Matt Kuchar: A Costly First Albatross

To say Kuchar was a successful amateur golfer is an understatement. He won the 1997 U.S. Amateur and the next year earned low-am honors with a T-21 finish at the Masters and a T-14 at the U.S. Open. But he didn’t win everything during those years. In fact, it was a lost bet with a Georgia Tech teammate that still resonates to this day.

“I distinctly remember losing to my best buddy Carlton Forrester in college. I didn’t have much money to my name, but we were playing for some decent money.

“I was playing great golf, but I was down to Carlton. I doubled the bet on 17, but he birdied to beat me.

“Then I doubled the bet on 18 and he made an albatross.

“That really hurt. That was my first time ever witnessing an albatross and not the one I wanted to see.

“It took me a couple of installments to pay him back. It might have only been 100 bucks total, but that was a couple of installments for me at that time.

Louis Oosthuizen: A South African Showdown

It’s not often that two childhood buddies each become major champions, but that’s the case for Oosthuizen, who won the 2010 Open Championship, and Charl Schwartzel, who won the 2011 Masters. About two months after Schwartzel’s win at Augusta National, the two friends were playing a practice round match in advance of the U.S. Open.
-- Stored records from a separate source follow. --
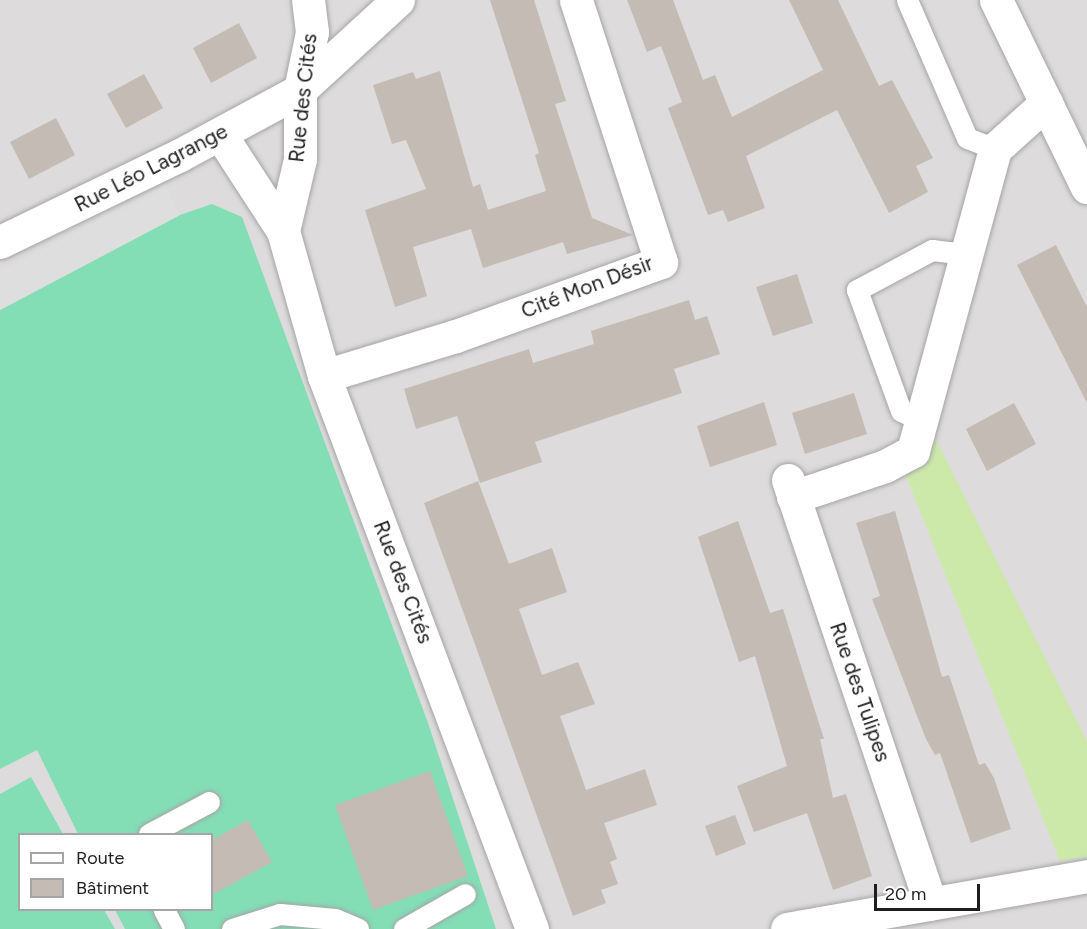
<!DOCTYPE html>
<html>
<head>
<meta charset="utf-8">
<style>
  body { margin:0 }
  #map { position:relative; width:1087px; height:929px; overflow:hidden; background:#efebe5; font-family:Figtree,sans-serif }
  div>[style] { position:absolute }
  .residential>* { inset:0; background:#dddbdb }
  .grass>* { inset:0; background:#cde9aa }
  .pitch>* { inset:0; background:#83deb6 }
  .parking>* { inset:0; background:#dedede }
  .building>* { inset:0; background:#c4bbb4 }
  .roads { filter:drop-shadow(0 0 2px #a5a5a5) drop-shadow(0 0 2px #a5a5a5) }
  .service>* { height:21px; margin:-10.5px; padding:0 10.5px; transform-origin:10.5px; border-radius:10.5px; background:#fff }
  .minor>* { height:33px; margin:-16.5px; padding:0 16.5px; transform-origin:16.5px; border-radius:16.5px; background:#fff }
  span { translate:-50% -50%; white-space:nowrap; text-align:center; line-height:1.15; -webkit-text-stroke:4.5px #fff; paint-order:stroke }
  .street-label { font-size:21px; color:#1e1e1e }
  .legend { position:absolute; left:18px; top:833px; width:195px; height:78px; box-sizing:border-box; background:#fff; border:2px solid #a5a5a5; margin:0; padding:8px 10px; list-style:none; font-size:18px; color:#1e1e1e }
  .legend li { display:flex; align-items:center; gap:12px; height:30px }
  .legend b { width:30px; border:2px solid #a5a5a5 }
  .scale { position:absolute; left:874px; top:884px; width:106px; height:27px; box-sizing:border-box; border:3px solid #1e1e1e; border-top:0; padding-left:8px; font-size:18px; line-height:21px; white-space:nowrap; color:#1e1e1e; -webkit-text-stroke:4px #fff; paint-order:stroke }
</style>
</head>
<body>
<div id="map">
  <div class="residential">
    <div style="clip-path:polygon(evenodd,0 0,1087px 0,1087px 929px,0 929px,0 0,20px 834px,212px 834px,212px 910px,20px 910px,20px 834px)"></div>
  </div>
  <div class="grass">
    <div style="clip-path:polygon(937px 441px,1087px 741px,1087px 857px,1060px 861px,904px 471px)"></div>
  </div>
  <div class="pitch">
    <div style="clip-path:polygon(212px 204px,242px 217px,428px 723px,496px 929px,125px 929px,115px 910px,212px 910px,212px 834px,78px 834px,37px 750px,0 769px,0 310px,180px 215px)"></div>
    <div style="clip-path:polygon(31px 777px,63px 834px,20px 834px,20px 910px,104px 910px,115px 929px,0 929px,0 794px)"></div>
  </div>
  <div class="parking">
    <div style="clip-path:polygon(165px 185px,180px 215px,0 310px,0 271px)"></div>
  </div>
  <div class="building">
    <div style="clip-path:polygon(490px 0,534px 0,566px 101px,555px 104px,592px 218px,633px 235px,567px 254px,563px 242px,483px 268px,471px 229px,413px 247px,427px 296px,395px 307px,365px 210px,426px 189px,406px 140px,392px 144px,373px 85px,413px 72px,416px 79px,440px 71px,473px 187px,480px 184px,488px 210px,546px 191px,535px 155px,539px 153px)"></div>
    <div style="clip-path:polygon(627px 0,673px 0,703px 80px,715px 75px,732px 117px,823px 70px,789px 0,838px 0,879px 86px,892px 80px,933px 158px,916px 166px,928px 192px,889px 213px,837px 110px,746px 156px,765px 208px,728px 222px,723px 210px,708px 215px,668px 108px,682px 102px,661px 46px,647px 52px)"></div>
    <div style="clip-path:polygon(239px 23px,257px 58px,211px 83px,193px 48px)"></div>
    <div style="clip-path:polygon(144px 74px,163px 108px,126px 128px,107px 94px)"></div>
    <div style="clip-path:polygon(56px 118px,75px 155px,29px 179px,10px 142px)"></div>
    <div style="clip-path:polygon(1056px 245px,1087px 307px,1087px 403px,1017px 265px)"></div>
    <div style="clip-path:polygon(797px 274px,813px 323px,773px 336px,756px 287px)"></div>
    <div style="clip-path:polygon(689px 300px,695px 320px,707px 316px,720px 354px,674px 369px,682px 393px,535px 442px,542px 462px,480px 483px,457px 416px,416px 429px,404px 389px,529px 349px,533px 363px,594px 344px,591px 331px)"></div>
    <div style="clip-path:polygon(854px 393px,867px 434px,805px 454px,792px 413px)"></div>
    <div style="clip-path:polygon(764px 402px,777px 445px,710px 467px,697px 426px)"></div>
    <div style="clip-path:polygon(1014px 403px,1036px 444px,987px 471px,966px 429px)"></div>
    <div style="clip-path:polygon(478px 481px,509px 564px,552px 548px,567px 592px,519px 609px,542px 675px,578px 662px,595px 704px,560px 716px,586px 790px,645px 769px,657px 805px,604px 823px,617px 859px,610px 862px,618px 884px,601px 890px,606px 903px,573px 916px,424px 503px)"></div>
    <div style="clip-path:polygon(895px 511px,942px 677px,949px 675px,979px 765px,985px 763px,994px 778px,1011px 829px,971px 843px,940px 753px,935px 755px,926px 739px,872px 599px,880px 596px,856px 523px)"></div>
    <div style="clip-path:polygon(738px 521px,770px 613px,783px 609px,824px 739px,820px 739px,833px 798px,846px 794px,872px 876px,833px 890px,807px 813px,754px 832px,737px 786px,787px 766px,755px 656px,739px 662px,698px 537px)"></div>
    <div style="clip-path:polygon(430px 771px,468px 876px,373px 910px,335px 805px)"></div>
    <div style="clip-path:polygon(735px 815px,746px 844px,716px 856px,705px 826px)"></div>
    <div style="clip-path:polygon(248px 820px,272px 862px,212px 895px,212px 840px)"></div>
  </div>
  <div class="roads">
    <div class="service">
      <div style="left:907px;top:0;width:150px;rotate:66.5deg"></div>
      <div style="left:967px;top:138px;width:30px;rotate:21deg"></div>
      <div style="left:921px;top:421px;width:22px;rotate:-153deg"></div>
      <div style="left:901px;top:411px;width:129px;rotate:-110deg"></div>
      <div style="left:857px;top:290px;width:85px;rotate:-28.1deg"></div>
      <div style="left:932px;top:250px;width:34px;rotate:7deg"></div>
      <div style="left:149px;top:834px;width:68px;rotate:-28.1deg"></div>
      <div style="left:164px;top:910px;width:21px;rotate:62deg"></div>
      <div style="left:232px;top:929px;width:50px;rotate:-17.4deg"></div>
      <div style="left:280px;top:914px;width:55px;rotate:5.2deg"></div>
      <div style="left:335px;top:919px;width:25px;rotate:23deg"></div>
      <div style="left:404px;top:929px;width:70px;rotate:-29.8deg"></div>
    </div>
    <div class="minor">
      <div style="left:996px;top:0;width:208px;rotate:64.1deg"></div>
      <div style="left:220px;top:134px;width:116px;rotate:57deg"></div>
      <div style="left:283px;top:231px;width:151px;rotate:74.2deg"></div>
      <div style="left:324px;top:376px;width:591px;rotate:69.39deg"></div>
      <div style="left:283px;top:231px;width:74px;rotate:-76.7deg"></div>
      <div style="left:300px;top:159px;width:69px;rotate:-90deg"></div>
      <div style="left:300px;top:90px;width:59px;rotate:-78.3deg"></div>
      <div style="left:312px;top:32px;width:32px;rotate:-97deg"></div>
      <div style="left:0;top:242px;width:200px;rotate:-25.8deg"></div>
      <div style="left:180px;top:155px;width:136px;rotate:-28.4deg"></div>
      <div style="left:300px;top:90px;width:133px;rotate:-42.6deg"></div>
      <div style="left:324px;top:376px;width:138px;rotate:-16.9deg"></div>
      <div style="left:456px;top:336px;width:218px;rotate:-19.8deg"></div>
      <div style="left:661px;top:262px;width:275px;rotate:-108deg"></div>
      <div style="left:788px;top:480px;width:447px;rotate:71.4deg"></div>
      <div style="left:793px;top:497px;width:97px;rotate:-18.6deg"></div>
      <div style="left:885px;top:466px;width:32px;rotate:-28deg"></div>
      <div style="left:913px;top:451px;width:313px;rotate:-74.8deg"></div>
      <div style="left:995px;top:149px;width:69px;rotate:-42deg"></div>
      <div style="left:787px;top:929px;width:305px;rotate:-10deg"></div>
    </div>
  </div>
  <div class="street-label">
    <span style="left:303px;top:98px;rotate:-84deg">Rue des Cités</span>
    <span style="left:151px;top:168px;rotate:-27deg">Rue Léo Lagrange</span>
    <span style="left:587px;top:287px;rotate:-21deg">Cité Mon Désir</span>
    <span style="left:403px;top:582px;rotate:69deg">Rue des Cités</span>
    <span style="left:860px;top:692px;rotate:71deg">Rue des Tulipes</span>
  </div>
  <ul class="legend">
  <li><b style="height:8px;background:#fff"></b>Route</li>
  <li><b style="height:16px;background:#c4bbb4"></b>Bâtiment</li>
  </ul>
  <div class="scale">20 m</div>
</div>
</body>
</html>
Unlike most friendly matches, their recurring game features a cruel twist – one which came back to bite Oosthuizen on this occasion.
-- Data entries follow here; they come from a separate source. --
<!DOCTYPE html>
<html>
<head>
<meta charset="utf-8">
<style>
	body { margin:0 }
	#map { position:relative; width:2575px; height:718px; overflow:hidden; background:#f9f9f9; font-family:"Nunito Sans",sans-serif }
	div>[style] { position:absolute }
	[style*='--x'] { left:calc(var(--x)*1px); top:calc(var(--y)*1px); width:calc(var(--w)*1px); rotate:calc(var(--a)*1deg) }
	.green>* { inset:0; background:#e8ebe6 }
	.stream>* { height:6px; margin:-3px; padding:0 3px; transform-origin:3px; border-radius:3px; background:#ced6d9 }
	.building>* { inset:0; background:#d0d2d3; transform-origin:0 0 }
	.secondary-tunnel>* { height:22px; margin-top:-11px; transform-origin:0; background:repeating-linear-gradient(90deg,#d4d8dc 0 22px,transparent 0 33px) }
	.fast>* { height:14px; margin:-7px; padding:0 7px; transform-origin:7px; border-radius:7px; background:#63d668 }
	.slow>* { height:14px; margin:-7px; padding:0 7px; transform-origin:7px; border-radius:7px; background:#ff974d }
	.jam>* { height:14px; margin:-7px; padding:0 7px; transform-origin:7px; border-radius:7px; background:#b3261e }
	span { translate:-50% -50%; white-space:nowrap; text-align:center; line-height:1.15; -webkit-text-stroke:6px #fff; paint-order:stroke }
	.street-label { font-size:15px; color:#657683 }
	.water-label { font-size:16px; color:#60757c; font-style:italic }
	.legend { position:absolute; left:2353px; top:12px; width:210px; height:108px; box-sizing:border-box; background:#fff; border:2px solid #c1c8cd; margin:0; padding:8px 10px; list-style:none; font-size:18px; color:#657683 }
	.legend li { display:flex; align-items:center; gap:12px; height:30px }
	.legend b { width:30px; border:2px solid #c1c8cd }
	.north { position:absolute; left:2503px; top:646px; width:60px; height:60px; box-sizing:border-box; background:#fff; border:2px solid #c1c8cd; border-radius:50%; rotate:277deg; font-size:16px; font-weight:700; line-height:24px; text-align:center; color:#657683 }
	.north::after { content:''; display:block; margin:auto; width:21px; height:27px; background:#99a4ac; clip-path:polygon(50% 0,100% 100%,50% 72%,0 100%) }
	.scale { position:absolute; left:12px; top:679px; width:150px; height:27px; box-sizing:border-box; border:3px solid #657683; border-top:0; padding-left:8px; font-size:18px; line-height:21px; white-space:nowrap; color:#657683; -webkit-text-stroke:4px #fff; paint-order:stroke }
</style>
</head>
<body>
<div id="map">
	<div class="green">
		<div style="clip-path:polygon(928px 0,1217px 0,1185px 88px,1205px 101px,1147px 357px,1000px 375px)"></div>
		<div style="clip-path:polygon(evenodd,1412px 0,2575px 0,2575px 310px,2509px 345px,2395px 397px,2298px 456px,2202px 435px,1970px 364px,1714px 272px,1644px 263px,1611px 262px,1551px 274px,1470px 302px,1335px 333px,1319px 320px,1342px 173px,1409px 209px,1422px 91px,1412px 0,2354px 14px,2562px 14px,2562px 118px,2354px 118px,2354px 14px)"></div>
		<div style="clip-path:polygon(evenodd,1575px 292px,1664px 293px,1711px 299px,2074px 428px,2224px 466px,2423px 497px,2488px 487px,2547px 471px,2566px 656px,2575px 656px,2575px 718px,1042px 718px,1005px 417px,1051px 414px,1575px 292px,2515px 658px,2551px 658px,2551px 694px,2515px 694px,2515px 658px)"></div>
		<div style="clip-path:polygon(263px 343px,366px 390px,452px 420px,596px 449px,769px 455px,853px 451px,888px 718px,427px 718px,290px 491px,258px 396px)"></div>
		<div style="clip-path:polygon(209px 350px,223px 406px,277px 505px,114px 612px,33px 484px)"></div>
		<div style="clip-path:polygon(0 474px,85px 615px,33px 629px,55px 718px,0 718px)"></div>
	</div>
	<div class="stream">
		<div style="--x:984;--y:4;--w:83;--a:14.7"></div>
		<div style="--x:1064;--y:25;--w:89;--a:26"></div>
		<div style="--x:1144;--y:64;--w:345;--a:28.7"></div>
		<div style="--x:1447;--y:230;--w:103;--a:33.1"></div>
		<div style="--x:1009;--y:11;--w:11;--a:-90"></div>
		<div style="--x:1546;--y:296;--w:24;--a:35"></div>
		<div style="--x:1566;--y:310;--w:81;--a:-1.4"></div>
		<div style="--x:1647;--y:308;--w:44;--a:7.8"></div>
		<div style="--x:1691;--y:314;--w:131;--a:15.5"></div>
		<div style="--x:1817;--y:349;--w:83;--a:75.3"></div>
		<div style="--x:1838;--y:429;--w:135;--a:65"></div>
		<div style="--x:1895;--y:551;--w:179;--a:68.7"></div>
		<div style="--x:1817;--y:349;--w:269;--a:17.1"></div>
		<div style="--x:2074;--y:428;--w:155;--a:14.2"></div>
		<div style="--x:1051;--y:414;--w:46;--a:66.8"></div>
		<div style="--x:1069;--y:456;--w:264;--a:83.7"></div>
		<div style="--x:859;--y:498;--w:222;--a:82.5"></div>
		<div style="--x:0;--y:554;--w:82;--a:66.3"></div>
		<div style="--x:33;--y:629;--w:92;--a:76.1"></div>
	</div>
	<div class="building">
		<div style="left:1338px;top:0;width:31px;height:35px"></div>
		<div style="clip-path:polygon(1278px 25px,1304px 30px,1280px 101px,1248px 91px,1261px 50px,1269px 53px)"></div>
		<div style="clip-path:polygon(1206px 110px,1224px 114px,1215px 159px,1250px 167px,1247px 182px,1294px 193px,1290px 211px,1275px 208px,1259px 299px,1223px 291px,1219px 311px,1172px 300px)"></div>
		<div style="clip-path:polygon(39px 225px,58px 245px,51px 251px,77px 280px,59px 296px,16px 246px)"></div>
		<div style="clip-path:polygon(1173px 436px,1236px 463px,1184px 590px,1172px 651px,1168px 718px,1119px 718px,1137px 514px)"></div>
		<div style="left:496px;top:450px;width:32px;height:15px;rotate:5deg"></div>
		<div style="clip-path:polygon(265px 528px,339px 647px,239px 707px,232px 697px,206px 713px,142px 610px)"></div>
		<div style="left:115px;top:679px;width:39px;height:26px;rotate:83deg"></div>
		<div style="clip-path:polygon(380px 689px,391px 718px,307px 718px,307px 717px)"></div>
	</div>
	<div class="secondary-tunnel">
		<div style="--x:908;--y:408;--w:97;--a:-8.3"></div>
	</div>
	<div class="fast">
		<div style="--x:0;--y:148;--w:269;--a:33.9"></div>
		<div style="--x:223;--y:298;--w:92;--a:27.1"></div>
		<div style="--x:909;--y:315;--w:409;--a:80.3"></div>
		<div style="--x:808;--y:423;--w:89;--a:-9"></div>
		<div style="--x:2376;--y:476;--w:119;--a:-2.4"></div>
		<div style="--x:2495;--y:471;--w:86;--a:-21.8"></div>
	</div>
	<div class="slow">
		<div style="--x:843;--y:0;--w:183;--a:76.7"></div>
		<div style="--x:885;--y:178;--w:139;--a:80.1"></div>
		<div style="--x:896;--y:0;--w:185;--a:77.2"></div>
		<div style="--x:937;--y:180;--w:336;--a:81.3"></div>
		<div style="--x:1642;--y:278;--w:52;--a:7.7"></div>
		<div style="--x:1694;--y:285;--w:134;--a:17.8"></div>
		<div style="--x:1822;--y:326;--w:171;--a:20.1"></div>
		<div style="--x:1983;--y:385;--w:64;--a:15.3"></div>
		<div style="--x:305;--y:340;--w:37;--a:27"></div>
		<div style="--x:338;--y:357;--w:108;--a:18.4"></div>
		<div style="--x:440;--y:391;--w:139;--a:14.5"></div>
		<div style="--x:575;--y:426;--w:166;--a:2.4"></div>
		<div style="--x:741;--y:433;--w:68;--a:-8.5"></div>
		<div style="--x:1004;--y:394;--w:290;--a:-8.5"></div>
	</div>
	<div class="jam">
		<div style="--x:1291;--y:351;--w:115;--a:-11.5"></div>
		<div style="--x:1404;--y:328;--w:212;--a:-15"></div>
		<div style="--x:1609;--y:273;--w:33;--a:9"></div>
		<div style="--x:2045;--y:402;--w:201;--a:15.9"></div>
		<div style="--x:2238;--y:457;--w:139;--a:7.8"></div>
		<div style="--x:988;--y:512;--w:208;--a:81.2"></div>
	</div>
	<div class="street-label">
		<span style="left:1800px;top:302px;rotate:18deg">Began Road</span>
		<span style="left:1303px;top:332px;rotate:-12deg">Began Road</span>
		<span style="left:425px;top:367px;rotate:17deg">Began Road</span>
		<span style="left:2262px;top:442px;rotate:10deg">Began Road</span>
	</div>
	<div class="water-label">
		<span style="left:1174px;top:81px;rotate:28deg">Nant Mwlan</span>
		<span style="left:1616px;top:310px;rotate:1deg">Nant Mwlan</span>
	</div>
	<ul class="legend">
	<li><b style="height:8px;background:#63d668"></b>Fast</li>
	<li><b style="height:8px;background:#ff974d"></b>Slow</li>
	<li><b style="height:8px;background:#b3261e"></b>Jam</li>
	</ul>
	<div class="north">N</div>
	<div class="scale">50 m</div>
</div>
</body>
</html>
“We’ve got this recall-mulligan game that we play. If your opponent hits a good shot, you can make him recall it and take a mulligan.

“On the long par-4 15th, it’s a dogleg down to the left and Charl hit one into the fairway bunker. He had 210 yards into the pin. The only way he could do something is if he hit this 40-yard cut 5-wood, because he couldn’t go straight over the left.

“So, he hit this shot to 25 feet, an unbelievable shot. I immediately go, ‘Recall!’ I hadn’t used my recall yet.

“He was swearing and shouting. He said, ‘You can’t do that!’ I said, ‘Hey, that’s the game.’

“Well, he hit the next one to 10 feet.

“He placed it exactly where he wanted to and it stopped 10 feet away. That screwed me completely. He ended up making birdie and he beat me that day.

“We’ve always had good matches between us.”

Chez Reavie: Taking on Lefty at East Lake

Before this year, the last time Reavie qualified for the Tour Championship was eight years ago. He finished in a share of 26th place that week, but the most memorable moment might have taken place before the event ever started, as he competed in a practice round match alongside some big-name fellow pros.

“You know, we have a lot of ‘em at Whisper Rock, a lot of fun matches with good players who give each other a bunch of shit when they’re playing together.

“But I had a good one [at East Lake] the last time I played the Tour Championship. It was Dustin [Johnson] and I against Keegan [Bradley] and Phil [Mickelson]. It came down to the last hole.

“It was when the par-3 [now the ninth hole] was the last hole. Dustin knocked it on the green, I missed the green, but I chipped it up there close.

“We ended up tying with pars and pushing the match. It was exciting. We had guys come out and follow us the last couple of holes, just because they heard what was going on.

“I think we were all happy we tied. I was playing for a little more money than I normally do, so it was a nice to not lose anything.”

Brooks Koepka: I’m Still Waiting To Get Paid

When asked his favorite on-course betting story, the world’s current No. 1-ranked player first starts to tell a tale of losing to a certain fellow pro during an Open Championship practice round without having any cash on hand. He then remembers a practice round for the U.S. Open four years ago, when he didn’t even need his clubs to bank a wager.

“I once played against Phil [Mickelson] with no money in my pocket. That was at Muirfield in 2013 – and we lost.

“Had a good one at Chambers Bay, too. I was probably 80 yards away and I looked at my caddie and we made a bet.

“Well, I threw it into the cup. Straight in, which I thought was pretty impressive.